### Task to carry out
Once you know how many lines below hold "Input", reply with that number and add nothing.

### Listed entries
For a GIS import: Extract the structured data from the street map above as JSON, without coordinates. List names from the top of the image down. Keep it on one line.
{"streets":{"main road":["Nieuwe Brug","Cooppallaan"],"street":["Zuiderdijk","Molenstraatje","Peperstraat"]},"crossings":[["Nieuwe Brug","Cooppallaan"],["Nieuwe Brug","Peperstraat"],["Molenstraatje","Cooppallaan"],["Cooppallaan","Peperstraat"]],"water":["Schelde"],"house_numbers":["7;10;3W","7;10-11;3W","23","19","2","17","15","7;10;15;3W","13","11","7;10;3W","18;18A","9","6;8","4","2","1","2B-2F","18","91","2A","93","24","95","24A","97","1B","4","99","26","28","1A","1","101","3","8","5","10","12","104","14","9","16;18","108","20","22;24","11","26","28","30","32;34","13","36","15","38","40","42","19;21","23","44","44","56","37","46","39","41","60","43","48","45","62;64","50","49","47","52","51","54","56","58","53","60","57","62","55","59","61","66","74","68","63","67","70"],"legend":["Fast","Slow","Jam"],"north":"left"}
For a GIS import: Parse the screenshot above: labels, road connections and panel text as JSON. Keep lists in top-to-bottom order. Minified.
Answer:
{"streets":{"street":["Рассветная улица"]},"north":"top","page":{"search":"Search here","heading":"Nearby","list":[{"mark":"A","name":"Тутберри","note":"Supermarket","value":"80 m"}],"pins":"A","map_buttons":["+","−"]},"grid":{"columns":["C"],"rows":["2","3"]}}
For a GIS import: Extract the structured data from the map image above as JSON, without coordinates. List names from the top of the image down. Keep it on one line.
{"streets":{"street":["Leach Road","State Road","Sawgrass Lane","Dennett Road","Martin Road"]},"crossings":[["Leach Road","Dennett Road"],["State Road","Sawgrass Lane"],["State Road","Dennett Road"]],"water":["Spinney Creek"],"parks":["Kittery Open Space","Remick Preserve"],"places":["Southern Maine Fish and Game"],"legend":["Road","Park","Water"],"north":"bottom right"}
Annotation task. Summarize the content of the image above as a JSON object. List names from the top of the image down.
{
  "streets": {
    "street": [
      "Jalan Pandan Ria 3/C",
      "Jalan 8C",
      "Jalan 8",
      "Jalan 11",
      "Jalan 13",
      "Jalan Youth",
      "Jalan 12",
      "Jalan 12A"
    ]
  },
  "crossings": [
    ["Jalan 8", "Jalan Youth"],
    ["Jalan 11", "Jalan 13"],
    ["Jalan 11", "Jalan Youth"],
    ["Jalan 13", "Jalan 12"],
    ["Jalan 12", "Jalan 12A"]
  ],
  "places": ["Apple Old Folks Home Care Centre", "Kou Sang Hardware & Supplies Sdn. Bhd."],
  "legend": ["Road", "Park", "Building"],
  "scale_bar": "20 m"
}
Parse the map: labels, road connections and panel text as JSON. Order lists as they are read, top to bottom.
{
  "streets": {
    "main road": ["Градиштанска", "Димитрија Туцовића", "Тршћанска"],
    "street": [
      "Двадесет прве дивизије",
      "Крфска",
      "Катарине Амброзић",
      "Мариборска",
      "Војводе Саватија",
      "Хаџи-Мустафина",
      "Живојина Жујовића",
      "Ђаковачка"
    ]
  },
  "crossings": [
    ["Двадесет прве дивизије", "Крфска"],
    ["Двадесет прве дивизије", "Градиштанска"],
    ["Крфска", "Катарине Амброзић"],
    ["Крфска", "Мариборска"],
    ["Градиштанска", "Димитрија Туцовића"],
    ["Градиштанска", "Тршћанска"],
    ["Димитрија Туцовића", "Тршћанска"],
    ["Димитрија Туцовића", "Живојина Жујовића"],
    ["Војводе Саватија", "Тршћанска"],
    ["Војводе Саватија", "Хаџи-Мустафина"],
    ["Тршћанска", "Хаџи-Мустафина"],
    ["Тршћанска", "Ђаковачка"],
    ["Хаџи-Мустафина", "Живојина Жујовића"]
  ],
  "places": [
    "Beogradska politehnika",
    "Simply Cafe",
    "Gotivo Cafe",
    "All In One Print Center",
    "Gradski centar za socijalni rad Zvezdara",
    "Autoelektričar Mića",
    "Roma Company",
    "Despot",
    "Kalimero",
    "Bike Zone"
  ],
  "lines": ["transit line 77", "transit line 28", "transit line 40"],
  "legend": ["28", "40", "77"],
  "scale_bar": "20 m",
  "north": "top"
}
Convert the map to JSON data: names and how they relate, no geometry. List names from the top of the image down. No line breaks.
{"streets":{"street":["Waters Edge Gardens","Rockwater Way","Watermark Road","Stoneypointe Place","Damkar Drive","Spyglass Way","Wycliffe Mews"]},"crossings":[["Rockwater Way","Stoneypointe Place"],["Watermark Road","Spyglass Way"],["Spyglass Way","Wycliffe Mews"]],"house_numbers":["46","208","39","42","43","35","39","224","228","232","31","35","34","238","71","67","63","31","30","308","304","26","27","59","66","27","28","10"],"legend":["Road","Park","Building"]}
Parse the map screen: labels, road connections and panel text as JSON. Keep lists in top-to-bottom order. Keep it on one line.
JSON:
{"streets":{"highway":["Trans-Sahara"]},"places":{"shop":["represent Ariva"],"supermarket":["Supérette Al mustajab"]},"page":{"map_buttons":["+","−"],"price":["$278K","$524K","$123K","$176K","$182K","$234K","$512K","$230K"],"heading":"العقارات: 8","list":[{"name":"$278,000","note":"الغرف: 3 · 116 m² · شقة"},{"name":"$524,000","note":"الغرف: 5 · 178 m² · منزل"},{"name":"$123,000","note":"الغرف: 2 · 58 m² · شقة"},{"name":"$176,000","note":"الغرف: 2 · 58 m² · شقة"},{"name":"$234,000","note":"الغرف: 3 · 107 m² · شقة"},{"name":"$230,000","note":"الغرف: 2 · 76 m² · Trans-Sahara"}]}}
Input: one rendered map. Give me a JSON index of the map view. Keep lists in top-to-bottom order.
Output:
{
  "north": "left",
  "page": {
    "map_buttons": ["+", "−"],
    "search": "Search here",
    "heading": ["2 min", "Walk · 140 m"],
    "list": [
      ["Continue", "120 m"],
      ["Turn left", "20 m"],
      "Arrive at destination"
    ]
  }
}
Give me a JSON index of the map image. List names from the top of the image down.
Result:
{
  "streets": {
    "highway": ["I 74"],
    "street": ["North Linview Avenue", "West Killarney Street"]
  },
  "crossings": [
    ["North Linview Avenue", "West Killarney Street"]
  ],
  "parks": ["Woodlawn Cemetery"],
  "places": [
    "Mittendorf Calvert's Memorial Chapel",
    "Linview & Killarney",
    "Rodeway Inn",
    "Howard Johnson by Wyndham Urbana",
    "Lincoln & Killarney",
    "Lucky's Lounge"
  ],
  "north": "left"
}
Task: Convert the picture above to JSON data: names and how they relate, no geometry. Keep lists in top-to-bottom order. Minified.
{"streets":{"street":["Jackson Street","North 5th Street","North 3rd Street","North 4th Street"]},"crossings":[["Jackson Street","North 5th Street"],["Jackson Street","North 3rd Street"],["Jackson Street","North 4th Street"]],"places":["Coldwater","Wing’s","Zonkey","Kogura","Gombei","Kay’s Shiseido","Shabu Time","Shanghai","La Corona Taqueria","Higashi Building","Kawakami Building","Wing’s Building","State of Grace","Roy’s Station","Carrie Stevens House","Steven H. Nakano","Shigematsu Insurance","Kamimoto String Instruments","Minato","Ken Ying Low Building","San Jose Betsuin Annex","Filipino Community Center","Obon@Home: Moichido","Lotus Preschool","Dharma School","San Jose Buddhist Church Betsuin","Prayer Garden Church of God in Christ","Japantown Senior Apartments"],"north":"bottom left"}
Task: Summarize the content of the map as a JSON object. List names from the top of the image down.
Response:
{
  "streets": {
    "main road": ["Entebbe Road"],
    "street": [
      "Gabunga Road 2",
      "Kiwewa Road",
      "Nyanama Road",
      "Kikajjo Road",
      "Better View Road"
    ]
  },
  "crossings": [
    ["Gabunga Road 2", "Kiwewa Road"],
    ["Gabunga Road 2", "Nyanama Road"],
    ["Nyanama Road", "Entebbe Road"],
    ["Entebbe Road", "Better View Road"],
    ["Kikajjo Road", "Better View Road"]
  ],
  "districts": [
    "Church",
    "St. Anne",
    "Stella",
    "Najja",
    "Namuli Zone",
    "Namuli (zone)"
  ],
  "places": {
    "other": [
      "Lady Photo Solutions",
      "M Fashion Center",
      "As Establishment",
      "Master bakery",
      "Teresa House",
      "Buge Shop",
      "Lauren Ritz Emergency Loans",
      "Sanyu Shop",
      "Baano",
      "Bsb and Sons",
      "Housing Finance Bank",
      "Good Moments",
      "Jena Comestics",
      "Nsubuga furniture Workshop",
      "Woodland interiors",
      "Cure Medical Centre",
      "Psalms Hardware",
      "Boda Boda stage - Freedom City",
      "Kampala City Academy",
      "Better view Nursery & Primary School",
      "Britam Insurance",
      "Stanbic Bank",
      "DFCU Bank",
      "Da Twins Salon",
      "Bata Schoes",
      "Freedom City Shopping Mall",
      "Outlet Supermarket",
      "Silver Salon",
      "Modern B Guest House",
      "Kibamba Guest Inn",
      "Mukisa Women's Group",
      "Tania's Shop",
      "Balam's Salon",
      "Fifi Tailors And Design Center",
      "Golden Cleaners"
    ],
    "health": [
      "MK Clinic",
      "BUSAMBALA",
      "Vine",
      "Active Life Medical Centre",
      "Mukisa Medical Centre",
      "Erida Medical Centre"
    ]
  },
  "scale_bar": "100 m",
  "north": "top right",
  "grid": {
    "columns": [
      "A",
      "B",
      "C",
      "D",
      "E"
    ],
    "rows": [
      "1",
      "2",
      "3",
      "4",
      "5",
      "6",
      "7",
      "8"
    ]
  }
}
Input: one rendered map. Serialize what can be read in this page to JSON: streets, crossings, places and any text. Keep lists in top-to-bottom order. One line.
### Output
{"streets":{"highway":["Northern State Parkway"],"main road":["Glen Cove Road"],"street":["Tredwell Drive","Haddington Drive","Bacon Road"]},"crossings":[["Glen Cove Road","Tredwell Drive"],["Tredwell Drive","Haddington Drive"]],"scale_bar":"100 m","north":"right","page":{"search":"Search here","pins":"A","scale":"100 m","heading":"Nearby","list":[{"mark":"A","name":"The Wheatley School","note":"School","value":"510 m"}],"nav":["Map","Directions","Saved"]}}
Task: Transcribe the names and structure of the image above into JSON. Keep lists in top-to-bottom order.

### Exercise result
2